I’m working on what is basically a fancy ETL script for migrating user model data from MongoDB to SQLite. The purpose is to check that
- the relational model can accurately, losslessly represent all the document model data currently in Mongo;
- the transformation logic is correct and lossless.
It does this by copying all the data over to SQLite, then copying it back and checking that it’s still the same. These are the steps the test performs:
- load user data from a MongoDB archive instance, as Mongo model objects
- transform them into bundles of SQLite model objects
- save users (only) to SQLite
- save associated user data to SQLite (linked ETH wallets, friendships). This requires the UserIDs from the previous step
- re-load users AND associated data from SQLite
- transform the SQLite models back into Mongo objects
- diff the Mongo objects from step 1 and step 6, and assert they are equivalent
If the check in part 7 passes, this means that every intermediate step is semantically correct.

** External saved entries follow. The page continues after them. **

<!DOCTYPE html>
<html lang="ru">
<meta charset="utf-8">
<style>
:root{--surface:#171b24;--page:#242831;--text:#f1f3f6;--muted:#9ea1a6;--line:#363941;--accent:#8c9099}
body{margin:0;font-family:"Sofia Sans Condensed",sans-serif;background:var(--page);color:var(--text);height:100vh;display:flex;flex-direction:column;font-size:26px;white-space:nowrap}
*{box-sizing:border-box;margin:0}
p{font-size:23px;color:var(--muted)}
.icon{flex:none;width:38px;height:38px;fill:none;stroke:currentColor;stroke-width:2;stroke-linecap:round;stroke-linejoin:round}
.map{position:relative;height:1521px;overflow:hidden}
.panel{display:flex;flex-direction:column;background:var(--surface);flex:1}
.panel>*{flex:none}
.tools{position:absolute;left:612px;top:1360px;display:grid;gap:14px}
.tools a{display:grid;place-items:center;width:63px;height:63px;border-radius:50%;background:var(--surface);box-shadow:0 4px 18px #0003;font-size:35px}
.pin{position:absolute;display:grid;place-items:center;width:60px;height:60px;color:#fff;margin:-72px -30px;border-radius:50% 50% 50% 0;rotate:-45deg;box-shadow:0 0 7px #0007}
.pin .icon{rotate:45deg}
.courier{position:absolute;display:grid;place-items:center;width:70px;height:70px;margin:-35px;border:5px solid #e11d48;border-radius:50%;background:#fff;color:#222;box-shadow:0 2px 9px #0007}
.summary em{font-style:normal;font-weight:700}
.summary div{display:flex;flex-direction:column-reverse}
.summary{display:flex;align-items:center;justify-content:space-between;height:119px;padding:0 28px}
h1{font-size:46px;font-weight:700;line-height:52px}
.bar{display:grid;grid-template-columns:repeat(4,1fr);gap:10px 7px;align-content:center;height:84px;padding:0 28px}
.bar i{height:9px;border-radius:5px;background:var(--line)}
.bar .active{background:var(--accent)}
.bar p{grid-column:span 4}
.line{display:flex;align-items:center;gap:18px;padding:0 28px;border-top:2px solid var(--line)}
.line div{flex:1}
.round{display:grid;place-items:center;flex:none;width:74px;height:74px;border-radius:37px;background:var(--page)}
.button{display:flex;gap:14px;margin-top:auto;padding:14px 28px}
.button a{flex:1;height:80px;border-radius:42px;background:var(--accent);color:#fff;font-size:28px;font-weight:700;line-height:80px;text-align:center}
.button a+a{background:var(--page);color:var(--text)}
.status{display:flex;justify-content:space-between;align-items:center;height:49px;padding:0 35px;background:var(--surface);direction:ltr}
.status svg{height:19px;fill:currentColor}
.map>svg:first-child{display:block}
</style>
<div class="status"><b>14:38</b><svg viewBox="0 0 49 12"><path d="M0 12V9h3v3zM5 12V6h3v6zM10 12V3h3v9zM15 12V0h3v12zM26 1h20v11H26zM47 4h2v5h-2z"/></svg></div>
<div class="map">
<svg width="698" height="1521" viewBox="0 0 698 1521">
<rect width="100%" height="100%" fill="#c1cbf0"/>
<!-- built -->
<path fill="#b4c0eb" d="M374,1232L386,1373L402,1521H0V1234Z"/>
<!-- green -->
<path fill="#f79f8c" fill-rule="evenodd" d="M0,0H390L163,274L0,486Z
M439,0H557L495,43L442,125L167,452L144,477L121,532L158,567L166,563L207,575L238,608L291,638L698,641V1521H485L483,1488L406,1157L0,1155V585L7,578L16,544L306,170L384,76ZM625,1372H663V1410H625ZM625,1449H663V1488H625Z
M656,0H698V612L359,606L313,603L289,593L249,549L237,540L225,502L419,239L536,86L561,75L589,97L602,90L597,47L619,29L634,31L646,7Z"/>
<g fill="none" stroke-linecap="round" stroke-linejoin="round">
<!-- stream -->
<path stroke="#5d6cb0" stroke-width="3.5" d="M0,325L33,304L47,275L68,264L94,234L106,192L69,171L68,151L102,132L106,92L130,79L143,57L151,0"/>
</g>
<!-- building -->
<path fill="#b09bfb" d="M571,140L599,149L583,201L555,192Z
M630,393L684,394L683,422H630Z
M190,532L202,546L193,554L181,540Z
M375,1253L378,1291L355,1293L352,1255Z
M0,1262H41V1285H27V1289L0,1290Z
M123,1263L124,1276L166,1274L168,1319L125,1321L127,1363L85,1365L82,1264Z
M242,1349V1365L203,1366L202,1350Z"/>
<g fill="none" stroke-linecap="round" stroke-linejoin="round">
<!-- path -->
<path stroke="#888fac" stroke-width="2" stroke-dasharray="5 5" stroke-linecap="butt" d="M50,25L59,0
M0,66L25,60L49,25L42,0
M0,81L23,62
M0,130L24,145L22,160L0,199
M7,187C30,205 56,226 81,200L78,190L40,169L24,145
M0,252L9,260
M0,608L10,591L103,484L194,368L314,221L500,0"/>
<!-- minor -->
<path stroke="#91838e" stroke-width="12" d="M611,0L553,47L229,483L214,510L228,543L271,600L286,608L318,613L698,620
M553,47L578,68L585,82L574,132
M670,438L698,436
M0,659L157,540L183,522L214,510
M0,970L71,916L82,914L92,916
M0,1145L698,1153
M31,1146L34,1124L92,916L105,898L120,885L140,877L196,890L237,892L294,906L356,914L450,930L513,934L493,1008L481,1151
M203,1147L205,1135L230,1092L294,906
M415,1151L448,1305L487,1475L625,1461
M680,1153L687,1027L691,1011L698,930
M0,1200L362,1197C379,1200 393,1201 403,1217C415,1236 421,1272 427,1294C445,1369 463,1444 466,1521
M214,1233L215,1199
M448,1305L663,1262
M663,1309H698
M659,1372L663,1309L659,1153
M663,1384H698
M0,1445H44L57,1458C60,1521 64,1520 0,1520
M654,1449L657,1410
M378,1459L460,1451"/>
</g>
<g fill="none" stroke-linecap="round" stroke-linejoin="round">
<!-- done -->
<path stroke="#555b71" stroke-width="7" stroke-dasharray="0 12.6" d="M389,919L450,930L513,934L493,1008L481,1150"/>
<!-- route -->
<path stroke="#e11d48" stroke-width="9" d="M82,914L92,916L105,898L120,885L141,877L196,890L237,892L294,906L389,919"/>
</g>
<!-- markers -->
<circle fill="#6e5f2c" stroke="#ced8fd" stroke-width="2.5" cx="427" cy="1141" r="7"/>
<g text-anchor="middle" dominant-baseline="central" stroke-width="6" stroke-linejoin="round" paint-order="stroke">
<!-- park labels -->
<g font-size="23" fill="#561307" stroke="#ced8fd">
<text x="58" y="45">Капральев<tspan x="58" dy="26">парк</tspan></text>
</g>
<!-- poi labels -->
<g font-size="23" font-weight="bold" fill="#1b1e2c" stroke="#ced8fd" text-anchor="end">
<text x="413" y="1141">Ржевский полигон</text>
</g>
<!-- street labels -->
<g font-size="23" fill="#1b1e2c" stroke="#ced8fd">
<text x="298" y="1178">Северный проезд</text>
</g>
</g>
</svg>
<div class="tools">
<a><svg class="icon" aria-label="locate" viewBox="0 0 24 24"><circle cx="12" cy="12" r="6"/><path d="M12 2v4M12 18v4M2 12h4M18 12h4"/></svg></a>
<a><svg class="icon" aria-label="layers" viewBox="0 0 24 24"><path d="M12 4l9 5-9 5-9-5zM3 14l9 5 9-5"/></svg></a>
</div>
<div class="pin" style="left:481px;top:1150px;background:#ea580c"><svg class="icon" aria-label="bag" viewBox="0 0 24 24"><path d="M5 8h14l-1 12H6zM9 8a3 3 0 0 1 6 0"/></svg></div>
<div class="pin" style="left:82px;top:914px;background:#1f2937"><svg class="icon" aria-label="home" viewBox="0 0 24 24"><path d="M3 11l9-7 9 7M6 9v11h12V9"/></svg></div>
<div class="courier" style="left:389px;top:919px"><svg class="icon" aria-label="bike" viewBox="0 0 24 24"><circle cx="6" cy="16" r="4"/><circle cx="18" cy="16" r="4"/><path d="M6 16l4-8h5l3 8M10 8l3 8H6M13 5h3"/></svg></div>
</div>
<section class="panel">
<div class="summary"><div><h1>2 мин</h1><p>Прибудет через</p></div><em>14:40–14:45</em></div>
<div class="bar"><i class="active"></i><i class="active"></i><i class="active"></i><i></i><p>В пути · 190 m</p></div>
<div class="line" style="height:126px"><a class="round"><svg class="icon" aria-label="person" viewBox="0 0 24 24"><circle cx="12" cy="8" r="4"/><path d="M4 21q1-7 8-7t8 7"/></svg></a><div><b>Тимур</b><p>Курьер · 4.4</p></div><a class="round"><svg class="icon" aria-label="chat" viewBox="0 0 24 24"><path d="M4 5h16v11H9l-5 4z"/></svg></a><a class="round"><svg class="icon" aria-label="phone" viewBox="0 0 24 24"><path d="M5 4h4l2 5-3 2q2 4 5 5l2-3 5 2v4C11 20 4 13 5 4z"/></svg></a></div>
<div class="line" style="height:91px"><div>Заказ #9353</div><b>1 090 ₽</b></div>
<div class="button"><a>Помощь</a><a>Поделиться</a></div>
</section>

Because this is a testing and iteration stage, I do these operations on an in-memory SQLite database. So I expect them to be very fast. The data size is 3571 users, which is not big. I was therefore surprised when running this test took almost 20 seconds. This is way too slow to rapidly iterate (also a red flag since these same queries are used in production code), so I investigated.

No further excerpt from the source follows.